Nei giorni in cui tra mille polemiche e tante difficoltà nell’accesso è stata riattivata la carta del docente per i docenti con credito residuo e destinatari di sentenze favorevoli (per tutti gli altri attivazione a gennaio), tiene banco anche la questione dell’estensione della Carta del Docente ai contratti fino al 30 giugno.

In attesa del nuovo bonus

Al momento non c’è ancora nulla di ufficiali, ma a breve è prevista l’estensione del bonus anche per i docenti con contratto al 30 giugno.

La nuova normativa prenderà in considerazione anche per questi docenti l’estensione della Carta del Docente in attuazione del cosiddetto “decreto maturità”. Per arrivare al pagamento del bonus bisognerà attendere un decreto interministeriale che necessita di una collaborazione tra Ministero dell’Istruzione e MEF. Non è ancora stato emanato, ma dovrebbe essere pubblicato entro il mese di gennaio, quando verrà attivata la carta per tutti i docenti ancora in attesa del bonus 2025-26.

Sarà una novità assoluta per questi docenti che non avranno più bisogno di fare ricorso per ottenere il bonus, come avvenuto finora.

L’incognita dell’importo

Quello che ancora è da stabilire, ma vale per tutti i docenti, è l’importo pro capite che verrà corrisposto. Infatti da quando è stata estesa la platea dei beneficiari, non è più garantito l’importo classico di 500 euro erogato finora.
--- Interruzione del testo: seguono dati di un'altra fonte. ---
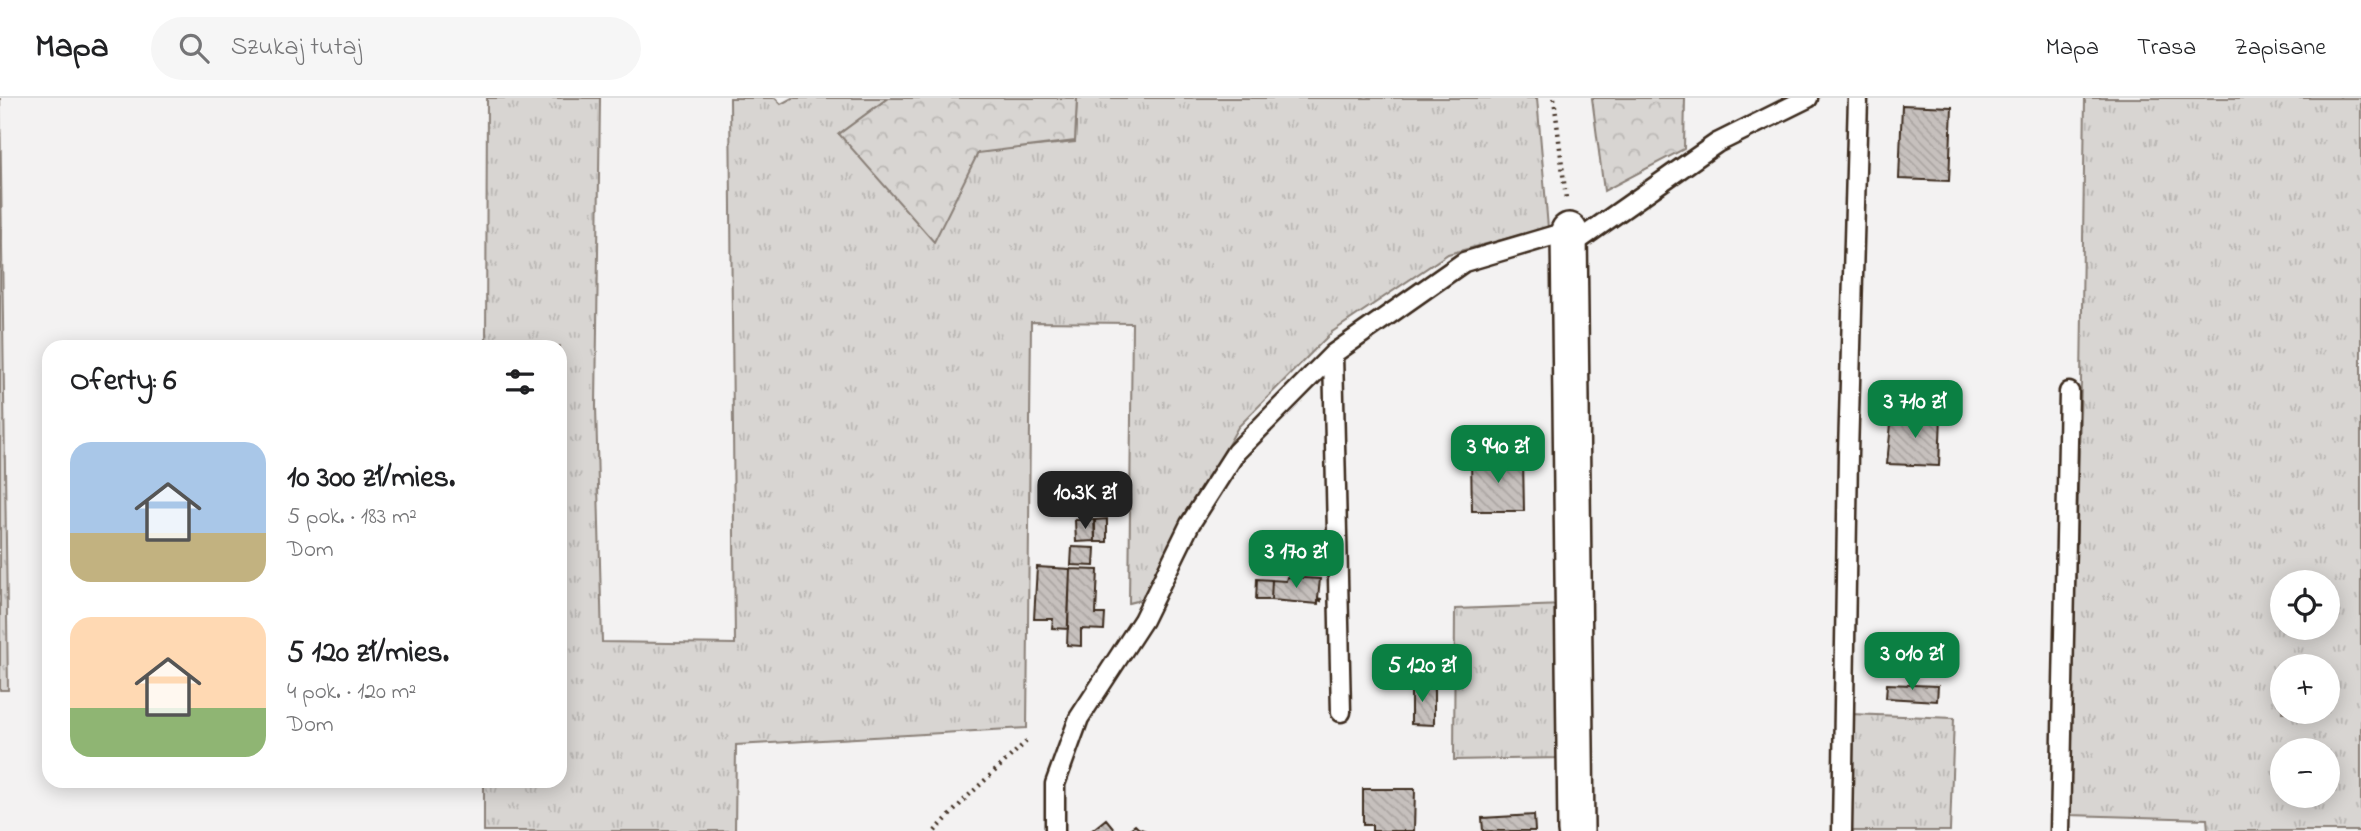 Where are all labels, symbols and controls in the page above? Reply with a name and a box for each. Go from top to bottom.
search box [151,17,641,80]
text: Mapa [35,24,109,72]
icon: search [175,29,213,67]
text: Szukaj tutaj [231,29,362,67]
text: Mapa [2045,31,2099,66]
text: Trasa [2137,31,2196,66]
text: Zapisane [2234,31,2326,66]
text: Oferty: 6 [70,360,176,404]
icon: filters [501,363,539,401]
pin: 3 710 zł [1843,380,1987,440]
text: 3 710 zł [1884,386,1946,419]
pin: 3 940 zł [1426,426,1570,485]
text: 3 940 zł [1467,431,1529,464]
text: 10 300 zł/mies. [287,457,455,501]
icon: home [126,470,210,554]
pin: 10.3K zł [1013,472,1157,531]
text: 10.3K zł [1053,477,1117,510]
text: 5 pok. · 183 m² [287,501,417,534]
pin: 3 170 zł [1224,531,1368,590]
text: Dom [287,534,334,567]
text: 3 170 zł [1265,536,1327,569]
map controls [2270,570,2340,808]
button: locate [2270,570,2340,640]
text: 5 120 zł/mies. [287,632,449,676]
pin: 3 010 zł [1840,632,1984,692]
text: 3 010 zł [1880,638,1944,671]
pin: 5 120 zł [1350,644,1494,704]
icon: home [126,645,210,729]
text: 5 120 zł [1388,650,1456,683]
button: + [2270,654,2340,724]
text: 4 pok. · 120 m² [287,676,416,709]
text: Dom [287,709,334,742]
button: − [2270,738,2340,808]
Lo sancisce la legge 207 del 30 dicembre 2024 che preannuncia come la carta non avrà più un valore fisso di 500 euro, ma potrà essere erogata in misura “fino a 500 euro”. L’importo verrà stabilito dal ministero di anno in anno sulla base delle disponibilità economiche e della platea dei beneficiari.

Al momento la platea consta di circa 200.000 nuovi beneficiari tra docenti con contratto al 30 giugno ed educatori, comporta un incremento di spesa. Se sono aumentati i destinatari, non sono aumentati però i fondi.